■ DIRECTIONS FOR THIS TASK: In the output, include exactly the lines from the beginning of the records up to and including the one that contains "const toPath = rows", and leave out the pictures.

--- PROVIDED RECORDS ---

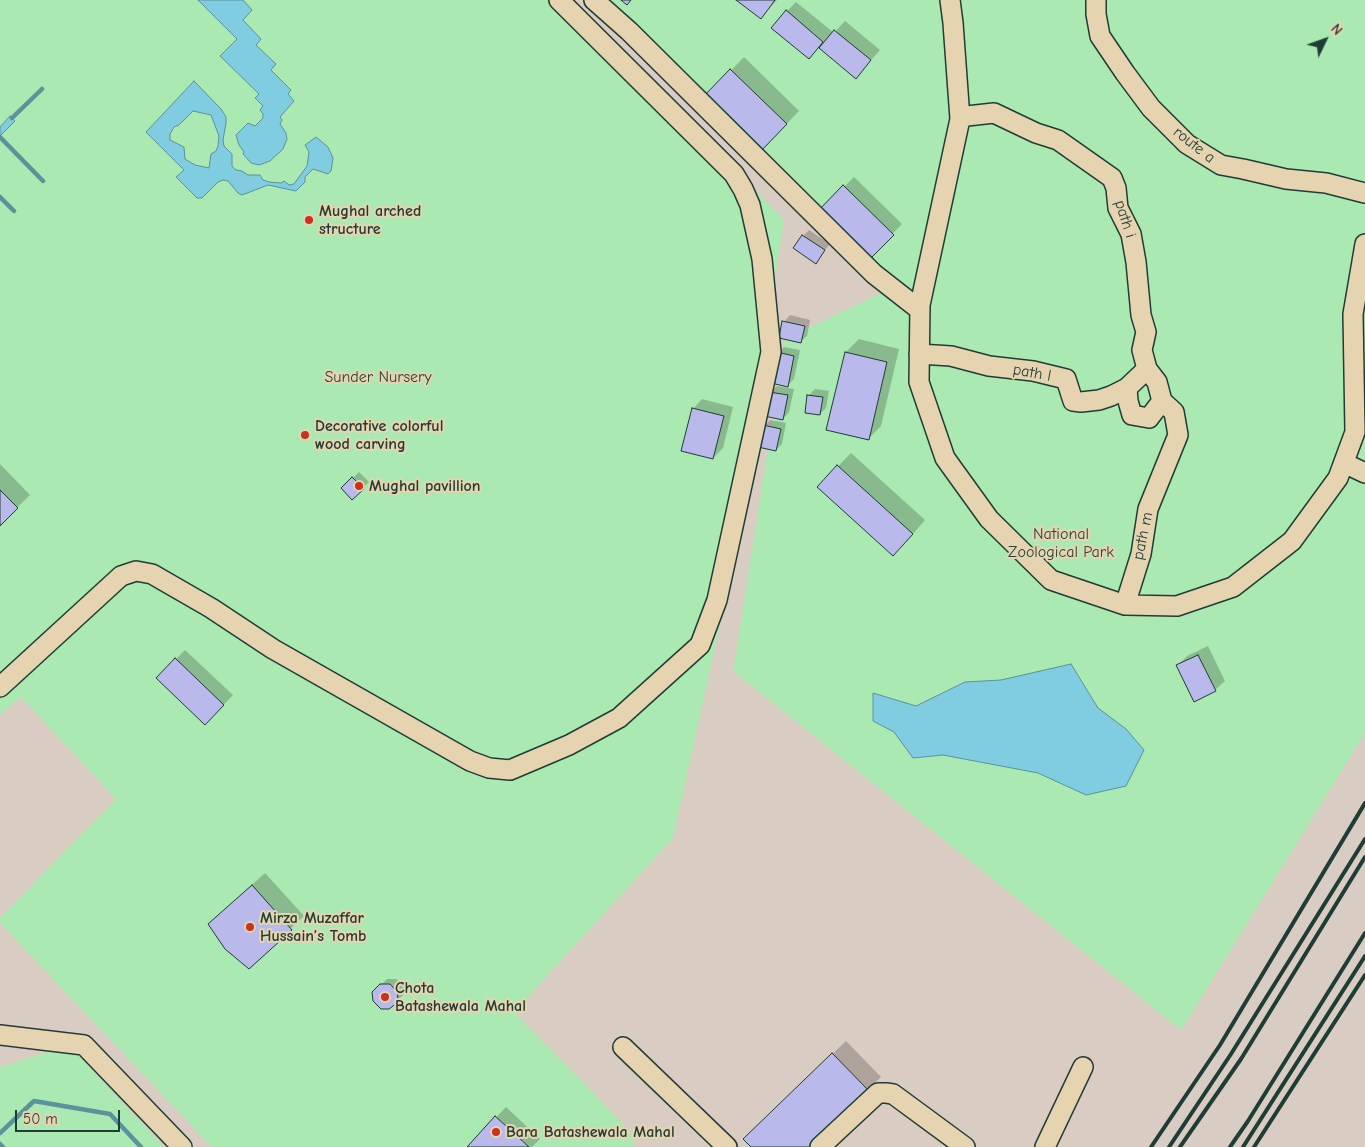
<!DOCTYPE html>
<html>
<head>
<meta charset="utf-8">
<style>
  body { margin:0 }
  #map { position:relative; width:1365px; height:1147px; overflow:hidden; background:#d9ccc2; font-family:"Comic Neue",sans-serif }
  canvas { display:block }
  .north { position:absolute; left:1300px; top:15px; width:50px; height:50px; -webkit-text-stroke:4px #e6d4b1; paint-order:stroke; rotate:48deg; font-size:14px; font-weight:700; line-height:20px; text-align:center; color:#1f3d34 }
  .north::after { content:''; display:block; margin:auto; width:18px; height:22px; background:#1f3d34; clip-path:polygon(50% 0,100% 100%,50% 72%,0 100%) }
  .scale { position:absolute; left:15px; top:1110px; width:105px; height:22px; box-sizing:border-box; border:2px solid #1f3d34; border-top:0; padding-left:6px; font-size:15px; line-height:18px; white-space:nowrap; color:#1f3d34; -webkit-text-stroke:4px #e6d4b1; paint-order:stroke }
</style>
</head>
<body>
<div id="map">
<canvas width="1365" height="1147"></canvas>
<div class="north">N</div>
<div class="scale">50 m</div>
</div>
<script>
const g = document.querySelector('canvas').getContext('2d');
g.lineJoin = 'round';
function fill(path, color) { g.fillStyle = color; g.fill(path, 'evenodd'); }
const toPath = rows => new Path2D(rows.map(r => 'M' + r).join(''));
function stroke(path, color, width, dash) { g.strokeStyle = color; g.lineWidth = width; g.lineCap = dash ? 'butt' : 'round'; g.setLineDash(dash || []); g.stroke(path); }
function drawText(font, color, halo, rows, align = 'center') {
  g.font = font + ' "Comic Neue",sans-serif'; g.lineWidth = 4; g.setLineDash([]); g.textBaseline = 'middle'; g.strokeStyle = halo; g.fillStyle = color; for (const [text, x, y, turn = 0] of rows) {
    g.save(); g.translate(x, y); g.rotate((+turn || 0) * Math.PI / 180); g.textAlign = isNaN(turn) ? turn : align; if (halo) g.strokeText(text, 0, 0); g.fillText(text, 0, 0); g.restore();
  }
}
const green = toPath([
  [0,0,568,0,784,220,724,606,673,838,533,991,517,1015,633,1134,633,1147,212,1147,0,923,0,918,116,799,21,697,0,714],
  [604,0,1365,0,1365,733,1181,1030,733,671,785,339,894,287],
  [55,1050,77,1054,164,1147,0,1147,0,1067]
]);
const water = toPath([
  [198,0,243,0,252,10,243,20,261,39,256,45,276,64,271,70,291,90,288,94,294,101,280,117,282,120,280,124,286,133,287,139,283,149,270,161,259,165,251,163,243,154,244,152,239,145,236,135,248,123,255,126,263,118,263,114,260,110,263,106,255,98,259,94,220,56,237,39,198,0],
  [194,81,221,109,226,117,226,123,223,140,224,146,232,154,232,166,236,170,242,171,248,175,260,175,263,180,269,182,281,183,284,181,289,185,294,184,307,166,309,152,305,145,316,137,328,147,333,158,331,171,328,174,313,169,305,177,305,182,296,191,268,185,242,195,238,193,228,181,223,180,218,182,202,198,197,198,176,177,184,170,146,132,194,81],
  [193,111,211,115,219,136,218,146,216,151,211,154,209,168,195,165,185,159,184,147,170,140,170,134,174,127,179,125,193,111],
  [10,116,15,121,0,136,0,127,10,116],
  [1071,664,1098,708,1126,729,1144,750,1126,786,1086,795,1038,773,943,755,913,758,894,732,873,721,873,693,916,706,965,682,1001,680,1071,664]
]);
const shadow = toPath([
  [738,0,777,0,761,17],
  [796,2,834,33,845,21,880,50,856,77,819,47,809,58,787,11],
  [744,57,799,111,761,150,706,96],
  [854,177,902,224,869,258,820,211],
  [809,230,830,244,815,262,803,236],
  [790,315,810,320,807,336,800,342,784,322],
  [859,339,899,349,881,426,868,439,846,352],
  [784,347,800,350,794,379,788,385,778,353],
  [777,386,794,389,789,412,783,419,771,392],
  [815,389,829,391,826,408,820,414,806,412,809,395],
  [702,399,733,407,723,448,713,458,693,409],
  [770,420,786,423,782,444,776,450,764,426],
  [851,453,925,520,906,542,818,487],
  [0,464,30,495,0,524],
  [359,472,369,482,352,499,343,488],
  [1208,646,1225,681,1215,690,1177,666,1187,656],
  [185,650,233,695,215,714,176,659],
  [265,873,304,916,249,967,223,911],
  [387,979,396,979,404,987,403,995,396,1002,373,993],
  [846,1041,881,1077,809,1147,753,1147,758,1126],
  [506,1107,540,1139,532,1147,468,1147]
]);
const stream = toPath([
  [12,118,42,89],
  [0,137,43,181],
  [0,197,14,211],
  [0,1133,34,1101,110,1114,141,1147],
  [0,1144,3,1147]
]);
const building = toPath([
  [621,0,631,0,627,5,621,0],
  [736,0,775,0,761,19,736,0],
  [786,10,823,42,809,59,771,28,786,10],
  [834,30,871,60,856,79,819,48,834,30],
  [730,69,787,124,761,151,704,96,730,69],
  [843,185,894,235,869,260,818,211,843,185],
  [802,235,825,250,816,264,793,248,802,235],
  [782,321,805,326,801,343,779,338,782,321],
  [777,352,794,356,788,387,771,383,777,352],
  [845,352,887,362,869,440,826,430,845,352],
  [769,392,788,395,783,420,764,416,769,392],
  [807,395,823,397,820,415,805,413,807,395],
  [692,408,724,416,713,459,681,451,692,408],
  [763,425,781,429,776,451,758,447,763,425],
  [837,465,913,534,893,556,817,487,837,465],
  [352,477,364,489,352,500,341,488,352,477],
  [0,490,18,508,0,526,0,490],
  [1198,655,1216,691,1194,702,1176,665,1198,655],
  [175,658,224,705,205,725,156,678,175,658],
  [252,885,292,930,249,969,225,949,208,924,252,885],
  [380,984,390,984,398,993,397,1003,389,1009,381,1009,373,1001,372,992,380,984],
  [832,1053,869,1091,810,1147,751,1147,743,1139,832,1053],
  [495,1116,529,1147,467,1147,495,1116]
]);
const minor = toPath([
  [594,0,629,31,874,274,920,310],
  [950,0,953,23,960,119,920,305,919,382,945,458,989,519,1051,580,1125,605,1177,606,1233,587,1292,541,1338,478,1355,432,1353,314,1365,244],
  [1096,0,1096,14,1100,36,1125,73,1151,108,1187,144,1221,165,1243,169,1286,179,1326,183,1365,193],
  [960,119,967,116,994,113,1036,133,1058,140,1112,178,1116,188,1118,208,1131,234,1136,262,1141,315,1146,332,1142,350,1147,369,1127,388,1128,401,1132,415,1149,418,1162,401,1157,382,1147,369],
  [919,354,951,356,989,366,1033,371,1066,379,1073,401,1081,402,1099,400,1111,396,1127,388],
  [1344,463,1365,473],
  [1125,605,1141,554,1148,509,1178,435,1174,412,1162,401],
  [0,687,121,576,136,571,152,574,211,608,273,649,470,761,489,768,510,770,569,745,619,718,700,645,717,600,771,352,762,259,750,205,743,189,734,174,559,0],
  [0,1035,84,1045,182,1147],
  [623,1047,727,1147],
  [820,1147,878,1093,886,1093,893,1094,965,1147],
  [1045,1147,1083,1067]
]);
const rail = toPath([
  [1151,1147,1220,1045,1365,803],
  [1169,1147,1231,1054,1365,839],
  [1180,1147,1241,1059,1365,857],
  [1230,1147,1248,1121,1365,933],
  [1243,1147,1365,956],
  [1254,1147,1365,975]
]);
const markers = [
  [309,220,5,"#c8321e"],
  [305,435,5,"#c8321e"],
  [359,486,5,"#c8321e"],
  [250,927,5,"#c8321e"],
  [385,997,5,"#c8321e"],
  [496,1132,5,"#c8321e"]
];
const streetNames = [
  ["route a",1194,145,38],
  ["path i",1125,219,72],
  ["path l",1032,373,10],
  ["path m",1143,536,-78]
];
const poiNames = [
  ["Mughal arched",319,211],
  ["structure",319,229],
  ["Decorative colorful",315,426],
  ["wood carving",315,444],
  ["Mughal pavillion",369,486],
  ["Mirza Muzaffar",260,918],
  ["Hussain’s Tomb",260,936],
  ["Chota",395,988],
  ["Batashewala Mahal",395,1006],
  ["Bara Batashewala Mahal",506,1132]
];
const parkNames = [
  ["Sunder Nursery",378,377],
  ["National",1061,534],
  ["Zoological Park",1061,552]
];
fill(green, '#aae9b1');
fill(water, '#80cce0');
stroke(water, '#59939b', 1);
fill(shadow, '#0003');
stroke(stream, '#59939b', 4.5);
fill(building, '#bab9eb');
stroke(building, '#1f3d34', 1);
stroke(minor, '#1f3d34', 22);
stroke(minor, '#e6d4b1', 19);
stroke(rail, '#1f3d34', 4);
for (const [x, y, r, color] of markers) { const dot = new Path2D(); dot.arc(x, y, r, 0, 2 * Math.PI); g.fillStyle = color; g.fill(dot); stroke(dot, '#e6d4b1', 2); }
drawText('16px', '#1f3d34', '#e6d4b1', streetNames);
drawText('bold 16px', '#1f3d34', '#e6d4b1', poiNames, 'left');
drawText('16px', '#26463a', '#e6d4b1', parkNames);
</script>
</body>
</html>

---

■ TASK OUTPUT:
<!DOCTYPE html>
<html>
<head>
<meta charset="utf-8">
<style>
  body { margin:0 }
  #map { position:relative; width:1365px; height:1147px; overflow:hidden; background:#d9ccc2; font-family:"Comic Neue",sans-serif }
  canvas { display:block }
  .north { position:absolute; left:1300px; top:15px; width:50px; height:50px; -webkit-text-stroke:4px #e6d4b1; paint-order:stroke; rotate:48deg; font-size:14px; font-weight:700; line-height:20px; text-align:center; color:#1f3d34 }
  .north::after { content:''; display:block; margin:auto; width:18px; height:22px; background:#1f3d34; clip-path:polygon(50% 0,100% 100%,50% 72%,0 100%) }
  .scale { position:absolute; left:15px; top:1110px; width:105px; height:22px; box-sizing:border-box; border:2px solid #1f3d34; border-top:0; padding-left:6px; font-size:15px; line-height:18px; white-space:nowrap; color:#1f3d34; -webkit-text-stroke:4px #e6d4b1; paint-order:stroke }
</style>
</head>
<body>
<div id="map">
<canvas width="1365" height="1147"></canvas>
<div class="north">N</div>
<div class="scale">50 m</div>
</div>
<script>
const g = document.querySelector('canvas').getContext('2d');
g.lineJoin = 'round';
function fill(path, color) { g.fillStyle = color; g.fill(path, 'evenodd'); }
const toPath = rows => new Path2D(rows.map(r => 'M' + r).join(''));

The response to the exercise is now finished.